Improvement Infrastructure/Process

Few things are more strategic than the capabilities of your organization. Competitors can match or trump your capital investments, marketing campaigns, or new products and services. But few competitors have the foresight, discipline, and skill to build a strong and constantly improving organization. By building a highly capable organization — one that’s continually learning, growing, and developing — you will develop an unmatched competitive advantage. You’ll be able to move quickly to minimize the threats and capitalize on the opportunities change throws at you. You’ll also be in a position to start creating that change. You’ll be the “destiny controller” in your industry and chosen markets.

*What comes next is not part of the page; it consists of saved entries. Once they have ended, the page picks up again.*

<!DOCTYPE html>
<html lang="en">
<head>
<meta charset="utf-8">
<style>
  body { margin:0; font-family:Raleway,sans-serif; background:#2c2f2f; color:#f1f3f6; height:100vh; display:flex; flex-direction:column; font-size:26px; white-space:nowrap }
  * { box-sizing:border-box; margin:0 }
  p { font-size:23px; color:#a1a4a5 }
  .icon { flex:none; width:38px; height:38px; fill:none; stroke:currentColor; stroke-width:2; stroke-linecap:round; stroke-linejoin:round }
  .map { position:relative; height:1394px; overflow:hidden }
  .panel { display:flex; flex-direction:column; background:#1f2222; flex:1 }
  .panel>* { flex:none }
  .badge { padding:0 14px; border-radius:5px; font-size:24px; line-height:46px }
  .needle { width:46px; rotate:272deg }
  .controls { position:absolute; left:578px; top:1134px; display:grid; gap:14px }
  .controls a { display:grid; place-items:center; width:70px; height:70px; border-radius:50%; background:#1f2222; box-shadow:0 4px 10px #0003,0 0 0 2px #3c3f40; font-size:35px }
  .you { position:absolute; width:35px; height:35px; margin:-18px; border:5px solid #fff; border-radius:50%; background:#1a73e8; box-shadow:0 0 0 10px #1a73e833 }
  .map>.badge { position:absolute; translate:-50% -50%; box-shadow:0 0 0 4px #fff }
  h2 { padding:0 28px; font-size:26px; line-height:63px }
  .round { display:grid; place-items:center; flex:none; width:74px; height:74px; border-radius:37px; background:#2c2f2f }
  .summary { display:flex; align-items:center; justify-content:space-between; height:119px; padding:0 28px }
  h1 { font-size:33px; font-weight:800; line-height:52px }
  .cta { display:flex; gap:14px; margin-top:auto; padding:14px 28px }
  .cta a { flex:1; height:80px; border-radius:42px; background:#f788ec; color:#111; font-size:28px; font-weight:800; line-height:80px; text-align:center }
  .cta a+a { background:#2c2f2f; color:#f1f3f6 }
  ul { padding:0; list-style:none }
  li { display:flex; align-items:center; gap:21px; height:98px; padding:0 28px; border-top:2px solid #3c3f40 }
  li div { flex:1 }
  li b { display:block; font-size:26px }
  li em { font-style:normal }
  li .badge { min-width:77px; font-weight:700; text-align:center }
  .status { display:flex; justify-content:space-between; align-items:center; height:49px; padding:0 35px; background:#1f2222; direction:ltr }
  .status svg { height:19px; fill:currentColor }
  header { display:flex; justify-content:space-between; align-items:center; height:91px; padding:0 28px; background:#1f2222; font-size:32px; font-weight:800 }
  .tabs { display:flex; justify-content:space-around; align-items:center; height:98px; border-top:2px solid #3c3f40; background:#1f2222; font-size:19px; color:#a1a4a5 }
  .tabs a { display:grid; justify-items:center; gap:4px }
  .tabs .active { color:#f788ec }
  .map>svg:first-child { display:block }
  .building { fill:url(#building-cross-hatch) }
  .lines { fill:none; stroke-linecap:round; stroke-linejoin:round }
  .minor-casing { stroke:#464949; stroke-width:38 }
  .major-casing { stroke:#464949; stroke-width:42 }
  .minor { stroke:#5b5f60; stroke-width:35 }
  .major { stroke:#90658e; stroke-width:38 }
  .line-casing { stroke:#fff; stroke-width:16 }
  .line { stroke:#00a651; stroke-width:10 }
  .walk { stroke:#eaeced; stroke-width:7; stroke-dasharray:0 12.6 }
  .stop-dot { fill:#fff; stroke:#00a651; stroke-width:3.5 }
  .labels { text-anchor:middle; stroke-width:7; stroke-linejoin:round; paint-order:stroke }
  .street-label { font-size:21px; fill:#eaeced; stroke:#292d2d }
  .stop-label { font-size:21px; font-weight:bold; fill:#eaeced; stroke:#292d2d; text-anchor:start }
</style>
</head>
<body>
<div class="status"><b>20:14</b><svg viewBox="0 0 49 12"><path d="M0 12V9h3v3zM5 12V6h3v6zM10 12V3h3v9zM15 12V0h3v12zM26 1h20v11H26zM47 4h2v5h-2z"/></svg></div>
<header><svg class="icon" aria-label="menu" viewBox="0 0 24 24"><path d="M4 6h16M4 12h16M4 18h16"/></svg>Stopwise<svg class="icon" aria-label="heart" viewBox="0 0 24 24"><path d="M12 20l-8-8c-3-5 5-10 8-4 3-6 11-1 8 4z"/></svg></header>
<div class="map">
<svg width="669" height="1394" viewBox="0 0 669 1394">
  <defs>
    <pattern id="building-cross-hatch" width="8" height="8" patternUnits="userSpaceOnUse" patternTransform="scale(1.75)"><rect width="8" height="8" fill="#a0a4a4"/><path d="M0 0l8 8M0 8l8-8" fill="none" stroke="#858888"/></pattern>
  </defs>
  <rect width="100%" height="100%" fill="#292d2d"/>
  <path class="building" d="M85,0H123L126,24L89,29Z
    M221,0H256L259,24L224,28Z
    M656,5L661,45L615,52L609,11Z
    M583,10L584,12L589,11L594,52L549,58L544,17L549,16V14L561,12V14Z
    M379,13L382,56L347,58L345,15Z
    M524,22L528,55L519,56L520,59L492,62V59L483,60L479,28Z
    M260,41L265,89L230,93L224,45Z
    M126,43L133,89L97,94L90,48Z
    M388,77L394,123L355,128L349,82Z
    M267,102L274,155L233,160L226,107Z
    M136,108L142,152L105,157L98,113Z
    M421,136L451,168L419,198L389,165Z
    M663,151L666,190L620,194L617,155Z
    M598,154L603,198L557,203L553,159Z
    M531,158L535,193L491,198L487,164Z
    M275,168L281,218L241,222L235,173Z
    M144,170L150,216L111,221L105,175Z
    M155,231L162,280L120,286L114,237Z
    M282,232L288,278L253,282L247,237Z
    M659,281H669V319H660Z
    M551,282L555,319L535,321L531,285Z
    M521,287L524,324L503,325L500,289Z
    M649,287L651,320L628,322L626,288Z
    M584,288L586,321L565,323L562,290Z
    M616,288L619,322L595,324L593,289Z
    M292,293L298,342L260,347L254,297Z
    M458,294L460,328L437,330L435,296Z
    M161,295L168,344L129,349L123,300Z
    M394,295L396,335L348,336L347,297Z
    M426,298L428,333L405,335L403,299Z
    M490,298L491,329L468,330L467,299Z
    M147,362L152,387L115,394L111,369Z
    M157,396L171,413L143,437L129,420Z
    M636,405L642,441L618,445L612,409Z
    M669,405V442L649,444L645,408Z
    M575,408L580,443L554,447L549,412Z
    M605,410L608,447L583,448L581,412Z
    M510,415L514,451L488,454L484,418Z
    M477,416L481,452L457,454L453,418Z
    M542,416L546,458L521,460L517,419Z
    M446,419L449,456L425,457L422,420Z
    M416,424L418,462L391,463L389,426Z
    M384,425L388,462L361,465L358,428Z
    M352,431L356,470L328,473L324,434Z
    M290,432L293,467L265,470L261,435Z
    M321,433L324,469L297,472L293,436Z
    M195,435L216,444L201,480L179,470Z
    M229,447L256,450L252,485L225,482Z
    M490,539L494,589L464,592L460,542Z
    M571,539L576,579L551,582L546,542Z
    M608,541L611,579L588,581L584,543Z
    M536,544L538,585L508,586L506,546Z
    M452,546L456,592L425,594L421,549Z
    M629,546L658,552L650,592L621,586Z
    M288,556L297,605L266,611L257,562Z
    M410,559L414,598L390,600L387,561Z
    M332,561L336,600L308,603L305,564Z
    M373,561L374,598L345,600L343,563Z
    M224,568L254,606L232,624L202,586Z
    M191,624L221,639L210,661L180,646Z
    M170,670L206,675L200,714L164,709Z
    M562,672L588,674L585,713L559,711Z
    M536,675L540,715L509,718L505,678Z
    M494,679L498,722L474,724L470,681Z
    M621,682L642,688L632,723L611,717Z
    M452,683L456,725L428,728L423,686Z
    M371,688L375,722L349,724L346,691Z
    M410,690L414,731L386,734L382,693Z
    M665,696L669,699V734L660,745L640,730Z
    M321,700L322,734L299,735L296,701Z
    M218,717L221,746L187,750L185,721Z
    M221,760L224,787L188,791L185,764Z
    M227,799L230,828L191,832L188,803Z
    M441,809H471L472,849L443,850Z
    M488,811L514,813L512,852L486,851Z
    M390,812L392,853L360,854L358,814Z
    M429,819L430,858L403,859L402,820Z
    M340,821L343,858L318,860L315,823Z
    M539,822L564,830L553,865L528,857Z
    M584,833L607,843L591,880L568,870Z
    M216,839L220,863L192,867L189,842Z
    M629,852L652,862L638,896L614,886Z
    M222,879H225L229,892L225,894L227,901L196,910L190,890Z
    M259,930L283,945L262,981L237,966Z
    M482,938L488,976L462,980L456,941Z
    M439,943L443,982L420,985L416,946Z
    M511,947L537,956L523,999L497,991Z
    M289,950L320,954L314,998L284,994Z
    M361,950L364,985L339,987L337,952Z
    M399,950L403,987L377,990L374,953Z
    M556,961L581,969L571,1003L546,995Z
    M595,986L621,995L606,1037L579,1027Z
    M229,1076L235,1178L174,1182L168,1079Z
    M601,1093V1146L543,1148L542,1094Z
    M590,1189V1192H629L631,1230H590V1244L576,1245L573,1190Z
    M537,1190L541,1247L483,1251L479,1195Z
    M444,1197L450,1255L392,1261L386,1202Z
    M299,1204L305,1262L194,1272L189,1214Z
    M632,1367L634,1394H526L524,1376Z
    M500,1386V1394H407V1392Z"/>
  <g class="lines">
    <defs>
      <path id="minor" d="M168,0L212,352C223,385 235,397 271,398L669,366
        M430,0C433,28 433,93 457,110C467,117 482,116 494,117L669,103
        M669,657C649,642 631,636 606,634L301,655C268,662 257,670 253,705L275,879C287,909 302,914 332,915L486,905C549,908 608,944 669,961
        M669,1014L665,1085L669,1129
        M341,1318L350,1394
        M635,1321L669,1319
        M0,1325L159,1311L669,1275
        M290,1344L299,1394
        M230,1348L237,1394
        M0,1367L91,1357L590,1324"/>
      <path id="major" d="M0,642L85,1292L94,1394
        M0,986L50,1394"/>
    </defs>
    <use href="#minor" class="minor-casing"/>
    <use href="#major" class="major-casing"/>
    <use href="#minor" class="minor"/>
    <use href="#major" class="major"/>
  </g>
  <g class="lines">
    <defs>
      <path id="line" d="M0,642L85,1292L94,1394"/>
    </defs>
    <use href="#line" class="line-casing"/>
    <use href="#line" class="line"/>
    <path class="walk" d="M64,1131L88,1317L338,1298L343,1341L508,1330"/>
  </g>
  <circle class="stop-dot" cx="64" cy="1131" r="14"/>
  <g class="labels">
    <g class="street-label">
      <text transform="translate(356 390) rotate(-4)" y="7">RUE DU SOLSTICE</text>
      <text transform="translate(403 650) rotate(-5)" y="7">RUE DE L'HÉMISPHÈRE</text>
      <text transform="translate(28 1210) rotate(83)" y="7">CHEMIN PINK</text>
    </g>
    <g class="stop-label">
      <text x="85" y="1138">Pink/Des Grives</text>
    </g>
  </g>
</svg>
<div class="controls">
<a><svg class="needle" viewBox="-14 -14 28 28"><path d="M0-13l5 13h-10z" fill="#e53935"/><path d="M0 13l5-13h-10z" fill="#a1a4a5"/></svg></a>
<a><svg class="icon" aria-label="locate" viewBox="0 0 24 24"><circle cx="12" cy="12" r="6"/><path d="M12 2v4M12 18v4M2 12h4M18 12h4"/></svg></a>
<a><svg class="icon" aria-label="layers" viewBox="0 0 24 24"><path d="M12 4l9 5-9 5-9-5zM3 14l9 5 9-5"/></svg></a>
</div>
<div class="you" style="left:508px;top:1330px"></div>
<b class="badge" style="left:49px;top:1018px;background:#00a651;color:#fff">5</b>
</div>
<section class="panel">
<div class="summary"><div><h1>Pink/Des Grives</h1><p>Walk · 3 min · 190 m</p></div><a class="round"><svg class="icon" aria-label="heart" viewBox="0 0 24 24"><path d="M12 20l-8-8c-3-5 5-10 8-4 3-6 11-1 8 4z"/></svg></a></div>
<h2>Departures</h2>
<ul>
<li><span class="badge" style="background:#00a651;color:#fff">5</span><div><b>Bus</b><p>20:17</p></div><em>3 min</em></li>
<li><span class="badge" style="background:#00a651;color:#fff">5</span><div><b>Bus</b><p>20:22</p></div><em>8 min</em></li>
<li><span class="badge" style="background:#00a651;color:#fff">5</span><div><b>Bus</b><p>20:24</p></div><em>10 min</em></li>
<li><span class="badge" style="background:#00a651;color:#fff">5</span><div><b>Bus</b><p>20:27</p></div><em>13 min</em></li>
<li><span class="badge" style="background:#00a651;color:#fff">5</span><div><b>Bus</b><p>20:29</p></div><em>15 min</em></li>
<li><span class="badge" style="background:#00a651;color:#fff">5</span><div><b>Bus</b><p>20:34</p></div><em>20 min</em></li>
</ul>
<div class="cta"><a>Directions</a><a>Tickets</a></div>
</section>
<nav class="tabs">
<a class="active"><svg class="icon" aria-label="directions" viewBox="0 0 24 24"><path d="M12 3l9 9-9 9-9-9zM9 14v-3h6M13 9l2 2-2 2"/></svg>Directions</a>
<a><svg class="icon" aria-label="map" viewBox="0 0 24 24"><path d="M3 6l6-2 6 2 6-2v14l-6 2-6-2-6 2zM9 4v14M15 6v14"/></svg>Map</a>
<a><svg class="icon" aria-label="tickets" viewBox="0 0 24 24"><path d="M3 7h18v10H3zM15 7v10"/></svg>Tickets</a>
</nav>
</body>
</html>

Improvement doesn’t happen just because you want to get better. Everyone might understand the pressing need for improving your ability to capitalize on rapid, unpredictable change. But unless you have the structure, processes, and disciplined habits for constant and ongoing improvement, it’s all just useless, wishful thinking.

Need for Improvement Infrastructure/Process:

a. Operational urgencies crowd out improvement.
b. Coordinate partial improvement programs and pieces.
c. Move “Change Management” from bolt-on programs to built-in processes.
d. Balance accountability for improvement with operations.
e. Focus everyone’s improvement energy and ideas.
f. Provide an implementation process for strategic imperatives.
g. Customize change/improvement programs and processes.

Why a Robust Infrastructure/Process is so Rare:

a. Managers don’t understand its role and importance.
b. A weak improvement culture, investments, and discipline.
c. Fear of more committees, meetings, and bureaucracy.
d. Improvement is seen as a motivational issue.
e. Imbalance of working in the business and on the business.
f. Trendy new programs/tools seem quick and easy.

Improvement Planning Process:

  1. Establish corporate and local improvement infrastructure/processes.
  2. Appoint corporate (and local) coordinators.
  3. Write an improvement plan based upon a comprehensive improvement framework.
  4. Implement — Make changes/improvements.
  5. Prepare an Annual Report (as end of planning cycle approaches).
  6. Write next cycle’s improvement plan.